When a Federal Estate Tax Return Is Required
The federal estate tax applies to estates with a gross value exceeding the applicable exemption amount, which is indexed for inflation and adjusted periodically by Congress. For deaths in 2024, the exemption is $13.61 million per individual. Estates below that threshold generally do not owe federal estate tax. However, a return may still need to be filed for a different reason: to preserve the deceased spouse’s unused exemption for the surviving spouse through the portability election.
A qualified estate tax filing attorney in Florida can assess whether Form 706 is required for a specific estate, whether the portability election creates value even when no tax is owed, and how to position the return to minimize exposure to audit.
Portability and Why It Matters Even for Non-Taxable Estates
The portability election allows the surviving spouse to use the deceased spouse’s unused federal exemption in addition to their own. If the first spouse to die had an estate well below the exemption threshold, their unused exemption can be transferred to the surviving spouse, effectively doubling the surviving spouse’s shelter. To make this election, the personal representative must file Form 706 within five years of the date of death, even if no estate tax is owed. Many families miss this election because no one told them a return was necessary when the first spouse’s estate was not taxable. The missed portability election can result in a much larger estate tax bill when the second spouse dies.

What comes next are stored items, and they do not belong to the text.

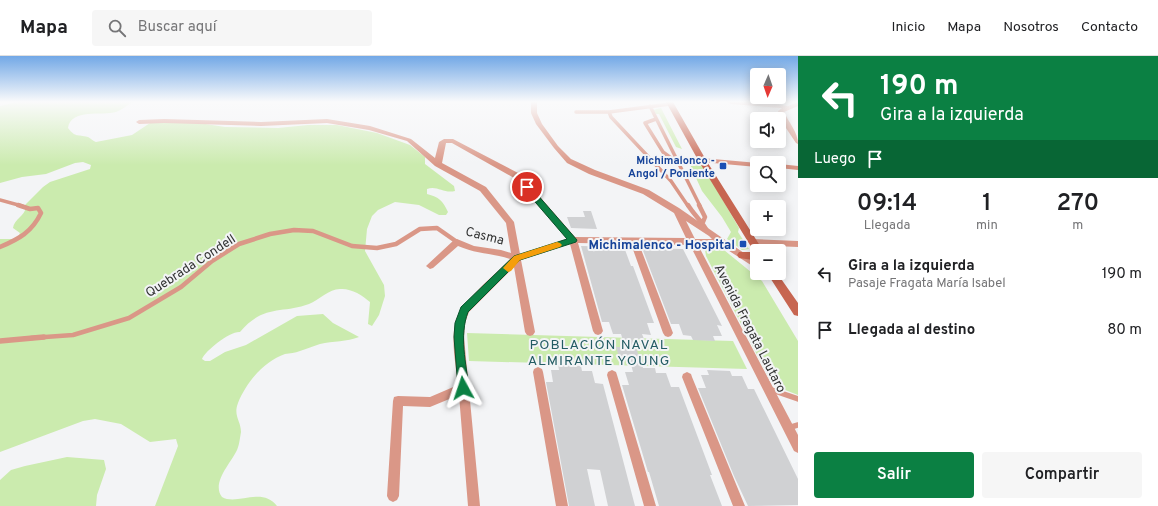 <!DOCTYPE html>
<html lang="es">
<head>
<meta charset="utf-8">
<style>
  :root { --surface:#fff; --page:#f6f6f6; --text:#202124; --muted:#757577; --line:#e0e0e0; --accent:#0b8043 }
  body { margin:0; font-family:Overpass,sans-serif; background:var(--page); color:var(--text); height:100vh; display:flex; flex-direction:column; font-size:15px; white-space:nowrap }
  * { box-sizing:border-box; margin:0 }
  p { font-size:13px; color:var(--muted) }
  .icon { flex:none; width:22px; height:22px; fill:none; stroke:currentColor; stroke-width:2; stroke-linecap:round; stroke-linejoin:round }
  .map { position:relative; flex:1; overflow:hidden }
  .drawer { display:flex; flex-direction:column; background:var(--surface); width:360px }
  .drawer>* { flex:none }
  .guide { background:#0b8043; color:#fff; overflow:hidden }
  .needle { width:26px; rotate:182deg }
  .fabs { position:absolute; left:750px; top:12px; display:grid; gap:8px }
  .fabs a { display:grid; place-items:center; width:36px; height:36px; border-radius:4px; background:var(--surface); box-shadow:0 2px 10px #0003; font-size:20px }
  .pin { position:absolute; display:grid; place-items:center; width:34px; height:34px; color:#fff; margin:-17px; border:2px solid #fff; border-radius:50%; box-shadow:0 1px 4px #0007 }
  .me { position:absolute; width:44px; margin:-22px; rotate:355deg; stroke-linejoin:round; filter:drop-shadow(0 0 3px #0008) }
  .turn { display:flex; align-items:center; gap:14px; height:84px; padding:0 16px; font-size:18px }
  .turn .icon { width:52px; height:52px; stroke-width:2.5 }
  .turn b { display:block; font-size:28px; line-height:34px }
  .then { display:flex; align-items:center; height:38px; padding:0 16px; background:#0003; gap:8px; font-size:15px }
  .eta { display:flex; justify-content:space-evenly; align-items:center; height:68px; text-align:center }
  .eta b { font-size:24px; font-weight:600; line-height:28px }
  .cta { display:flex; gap:8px; margin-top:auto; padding:8px 16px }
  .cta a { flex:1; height:46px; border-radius:4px; background:var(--accent); color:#fff; font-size:16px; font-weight:600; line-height:46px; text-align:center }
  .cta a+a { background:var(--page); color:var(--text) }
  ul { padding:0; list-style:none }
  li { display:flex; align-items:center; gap:12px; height:56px; padding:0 16px }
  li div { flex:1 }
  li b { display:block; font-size:15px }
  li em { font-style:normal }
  header { display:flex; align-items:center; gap:24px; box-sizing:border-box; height:56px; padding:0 20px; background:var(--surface); border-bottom:1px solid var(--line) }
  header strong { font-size:19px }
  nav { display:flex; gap:22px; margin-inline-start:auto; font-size:14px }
  .search { width:280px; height:36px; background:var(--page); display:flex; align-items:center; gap:10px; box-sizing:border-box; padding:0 14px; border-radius:4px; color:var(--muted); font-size:15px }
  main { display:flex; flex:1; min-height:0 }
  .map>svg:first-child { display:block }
  .green { fill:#cbebae }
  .building { fill:#d0d1d3 }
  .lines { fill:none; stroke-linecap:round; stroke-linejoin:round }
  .lane-far2 { stroke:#da9787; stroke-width:3.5 }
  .lane-far1 { stroke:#da9787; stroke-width:4.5 }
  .lane { stroke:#da9787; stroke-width:5.5 }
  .street { fill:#da9787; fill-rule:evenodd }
  .secondary { fill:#c76651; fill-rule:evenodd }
  .route { fill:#0b8043; stroke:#07532c }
  .slow { fill:#f59e0b }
  .transit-dot { fill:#1a4fb4; stroke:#f3f4f6; stroke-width:1.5 }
  .labels { text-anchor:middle; stroke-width:4; stroke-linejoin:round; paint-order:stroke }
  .far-transit-label { font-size:11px; font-weight:bold; fill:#164399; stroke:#f3f4f6; text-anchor:end }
  .street-label { font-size:13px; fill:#323333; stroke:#f3f4f6 }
  .transit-label { font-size:13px; font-weight:bold; fill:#164399; stroke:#f3f4f6; text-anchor:end }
  .neighbourhood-label { font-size:14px; letter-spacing:1px; fill:#235c63; stroke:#f3f4f6 }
</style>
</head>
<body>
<header>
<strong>Mapa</strong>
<div class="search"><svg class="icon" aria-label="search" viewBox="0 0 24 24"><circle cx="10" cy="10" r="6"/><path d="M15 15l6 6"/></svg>Buscar aquí</div>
<nav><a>Inicio</a><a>Mapa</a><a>Nosotros</a><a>Contacto</a></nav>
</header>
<main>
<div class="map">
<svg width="798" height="450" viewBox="0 0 798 450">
  <rect width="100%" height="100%" fill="#f3f4f6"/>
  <path class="green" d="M17,46h116c-6,3 -11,8 -17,10 -14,4 -45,-4 -48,16 8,10 9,6 20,9 2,1 5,4 8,5l36,-7 18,-12h49l26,4 53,1 30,-3h29l40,8 33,12 15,12v7l29,22 1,5c-11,3 -18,-6 -28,-2v5c12,3 16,7 21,18l-2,3h-7l-20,-10 -24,-3 -17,8 -6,6 -5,13 -2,22 19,34 1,11 -6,19 -7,11 -4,-2 2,-22c-8,-7 -19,-14 -30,-13 -11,0 -21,11 -31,15 -27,10 -46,0 -69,28 -10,-1 -34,18 -38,27l3,2h5l15,-9 21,-7 51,-29 26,-2 10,9 26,14c-12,5 -26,4 -39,7 -7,2 -13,5 -20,7 -5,2 -10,2 -15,3 -21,7 -39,29 -47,49 -5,13 3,18 3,29 -1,6 -2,14 -4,18 -6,13 -26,33 -15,47 15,9 40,-11 55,9h-122l23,-60 -2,-7 -26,3 -29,-18 -26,-5 -12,2 -83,31v-213h17l3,-6 -7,-5c1,-10 15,-13 12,-23l18,-18 7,-5 40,-13 1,-4 -8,-3 -8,1 -29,11 -24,3 -22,6v-77z
    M661,52l21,41 -6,-2 -17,-33h-3l-3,-4z
    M687,102h6l9,6 37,64 -1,4 11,17 -7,1 -15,-11 4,-7 -9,-15 -20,-26z
    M711,191l13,3 38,31 36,60v54l-23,-9 -4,-4 -65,-126 -1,-6z
    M467,277l266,8 14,28 -278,-8z
    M67,401l37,3 2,9 -9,26 -1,11h-96v-26l11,-10 14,-4z"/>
  <path class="building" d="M583,155h8l6,18 -26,-1 -4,-11h18z
    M581,190l43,1 7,19h2l21,57h-7l4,12 -9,-1 2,5h-11l10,29h12l1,5h10l5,14h8l33,88h-2l12,31h-63l-10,-34h-1l-26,-87h7l-4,-13h8l-4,-15h-10l-3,-10h9l-4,-13h-8l-4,-12h-7z
    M642,192l41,1 39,77 -5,-1 5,11h-9l2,5 -22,-1 -2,-4 -8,-1 -4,-11h-8z
    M558,309l23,1 1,5h10l3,12 8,1 32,122h-27l-8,-36 -13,-1 8,37h-26l-23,-124h7l-2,-12h8z
    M707,314l23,1 2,5h10l6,13h6l44,90v26l-50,1 -14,-30 -36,-88h8l-5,-13h8z"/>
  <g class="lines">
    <path class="lane-far2" d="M670,48l-61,8 2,5 60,64 17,25
      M650,50l50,100
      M576,56h33
      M656,63l-11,4 18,29 16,12
      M0,144l22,6"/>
    <path class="lane-far1" d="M688,149c6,10 14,16 19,26
      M699,149l6,12 -2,5
      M0,191c19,-8 32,-15 41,-34l-3,-5 -8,1 -12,-4
      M31,282l42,-3 56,-17 52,-31 31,-26 27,-17 31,-10 24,-4 19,1 39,15 25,2 19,-4 24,-15 17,-1 20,14"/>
    <path class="lane" d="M0,285l44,-4
      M769,333l29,10
      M788,372l10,-3"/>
    <path class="street" d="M531,46h6v11l5,11 16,22 13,13 24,11 54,20 30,18 78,54v7l-37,-24h-22l100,190v18l-4,-2 -104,-206 -51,-1 34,89 -2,3 -3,1 -3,-1 -2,-3 -32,-89 -53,-1 25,88 -2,3 -3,1 -3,-1 -2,-3 -23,-87 -49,16 14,72 -2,3 -3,1 -3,-1 -2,-3 -11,-65 -45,45 -4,11 -1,14 16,169h-12l-9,-111 -29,12 -27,-1 -4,90 -2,4 -4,2 -4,-2 -2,-4 6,-95 1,-4 4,-1 32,1 28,-12c-2,-19 -7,-42 -3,-61 4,-21 40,-49 55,-65 -18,-6 -34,-5 -52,-13l-25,22 -3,1 -4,-3 28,-26 3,-1 17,7 27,4 10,3 -5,-30 -26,-32 -45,-25 -28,-25 -38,-11 -42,-7 -66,3 -97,-3 -25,1 -3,-2 3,-2 25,-1 97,3 66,-3 43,7 41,13 24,19 4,-16 5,-3h9l67,35 55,63 111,1 -12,-25 -31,-19 -54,-20 -22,-11 -13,-15 -18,-24 -5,-11zM446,87h6l62,35 53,61 -47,15 -6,-32 -28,-35 -44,-24zM686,165l23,15 3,3h-17z
      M728,46h34l26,4 10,-4v4l-14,6c5,11 14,20 14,32l-2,-1 -14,-21 -4,-11 4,-3 -51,-4z
      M700,102h2l56,5 -1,4 -55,-5 -4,-2z
      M779,108l19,2v4l-19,-2z
      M753,183l45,2v6l-45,-2 -4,-3z
      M538,311l4,2 1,3 25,134h-12l-23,-134 1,-3z
      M612,314l4,2 1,3 39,131h-12l-37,-131 1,-3z
      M687,316l4,2 1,3 53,129h-12l-51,-129 1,-3z"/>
    <path class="secondary" d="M666,46h7l33,58 56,89 2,2h-7l-1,8 -3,1 -14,-2 -2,-3 2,-3h12l2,-2 -55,-90z
      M767,217h10l21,30v13l-4,-1z"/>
  </g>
  <linearGradient id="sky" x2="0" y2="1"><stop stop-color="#72a8e6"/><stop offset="0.42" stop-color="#fafafb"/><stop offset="1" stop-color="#fafafb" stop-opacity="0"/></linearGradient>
  <rect width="798" height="109" fill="url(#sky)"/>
  <path class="route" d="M527,128l2,1 48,55 -1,2 -56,18 -52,52c-9,24 -2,51 1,76l-2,4 -4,1 -4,-1 -1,-4 -4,-51 1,-14 6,-16 53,-51 53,-17 -43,-50 -1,-2z"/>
  <path class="slow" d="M557,186l3,1 2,2 -2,2 -40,13 -9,11 -3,1 -5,-4 11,-12z"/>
  <g class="transit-dot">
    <rect x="719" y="106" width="8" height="8" rx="2"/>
    <rect x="739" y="184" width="8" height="8" rx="2"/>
  </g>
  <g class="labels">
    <g class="far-transit-label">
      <text x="715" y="108">Michimalonco -<tspan x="715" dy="13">Angol / Poniente</tspan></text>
    </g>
    <g class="street-label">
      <text transform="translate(485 179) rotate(14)" y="5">Casma</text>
      <text transform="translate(190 209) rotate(-33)" y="5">Quebrada Condell</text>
      <text transform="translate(751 272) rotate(63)" y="5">Avenida Fragata Lautaro</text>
    </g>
    <g class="transit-label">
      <text x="735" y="193">Michimalenco - Hospital</text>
    </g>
    <g class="neighbourhood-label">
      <text x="599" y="293">POBLACIÓN NAVAL<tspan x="599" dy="16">ALMIRANTE YOUNG</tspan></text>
    </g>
  </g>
</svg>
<div class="fabs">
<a><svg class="needle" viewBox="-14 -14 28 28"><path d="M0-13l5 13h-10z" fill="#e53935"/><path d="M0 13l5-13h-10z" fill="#757577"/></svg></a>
<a><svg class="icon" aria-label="sound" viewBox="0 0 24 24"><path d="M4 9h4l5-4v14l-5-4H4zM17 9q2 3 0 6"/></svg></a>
<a><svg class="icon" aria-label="search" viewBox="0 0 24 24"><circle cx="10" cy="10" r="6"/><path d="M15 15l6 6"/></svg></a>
<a>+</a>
<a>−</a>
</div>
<div class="pin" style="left:527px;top:131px;background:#d93025"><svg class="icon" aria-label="arrive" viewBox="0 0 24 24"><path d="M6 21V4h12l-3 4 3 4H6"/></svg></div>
<svg class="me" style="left:463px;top:332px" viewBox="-20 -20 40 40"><path d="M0-17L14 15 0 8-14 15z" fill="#0b8043" stroke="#fff" stroke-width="4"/></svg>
</div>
<section class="drawer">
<div class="guide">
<div class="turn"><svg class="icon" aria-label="left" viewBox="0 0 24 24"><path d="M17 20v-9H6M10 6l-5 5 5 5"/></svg><div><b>190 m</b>Gira a la izquierda</div></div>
<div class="then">Luego<svg class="icon" aria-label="arrive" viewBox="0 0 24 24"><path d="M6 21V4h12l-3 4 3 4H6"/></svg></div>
</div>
<div class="eta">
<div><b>09:14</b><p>Llegada</p></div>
<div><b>1</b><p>min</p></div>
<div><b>270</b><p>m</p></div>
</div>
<ul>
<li><svg class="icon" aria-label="left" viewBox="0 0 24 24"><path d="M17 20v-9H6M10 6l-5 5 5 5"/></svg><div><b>Gira a la izquierda</b><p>Pasaje Fragata María Isabel</p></div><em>190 m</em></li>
<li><svg class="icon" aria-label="arrive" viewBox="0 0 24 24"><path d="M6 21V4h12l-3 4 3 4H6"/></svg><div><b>Llegada al destino</b></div><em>80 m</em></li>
</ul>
<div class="cta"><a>Salir</a><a>Compartir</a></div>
</section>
</main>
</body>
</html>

The Personal Representative’s Liability for Federal Tax
The personal representative is responsible for filing Form 706 when required and for paying any estate tax due before distributing estate assets to beneficiaries. If assets are distributed before the tax is paid and the estate cannot satisfy the tax debt, the IRS can pursue the personal representative personally under 31 U.S.C. Section 3713, which holds fiduciaries personally liable for tax payments made in the wrong priority order. This is one of the most serious financial risks a personal representative can face, and it is entirely preventable through proper tax analysis before any distributions are made.
The Estate Closing Letter
After a Form 706 is filed and the IRS reviews it, the agency can issue an estate closing letter confirming that the return has been accepted. This letter provides the personal representative with protection against later IRS challenges of the return. Obtaining the closing letter before final distribution protects the representative from post-distribution tax assessments that would otherwise have to be clawed back from beneficiaries. The IRS Form 706 instructions and current exemption amounts are updated annually and reflect the applicable rules for each tax year. A Florida estate with assets in the range where portability matters, or where the gross estate approaches the exemption threshold, warrants a specific tax analysis before the personal representative proceeds with any distribution.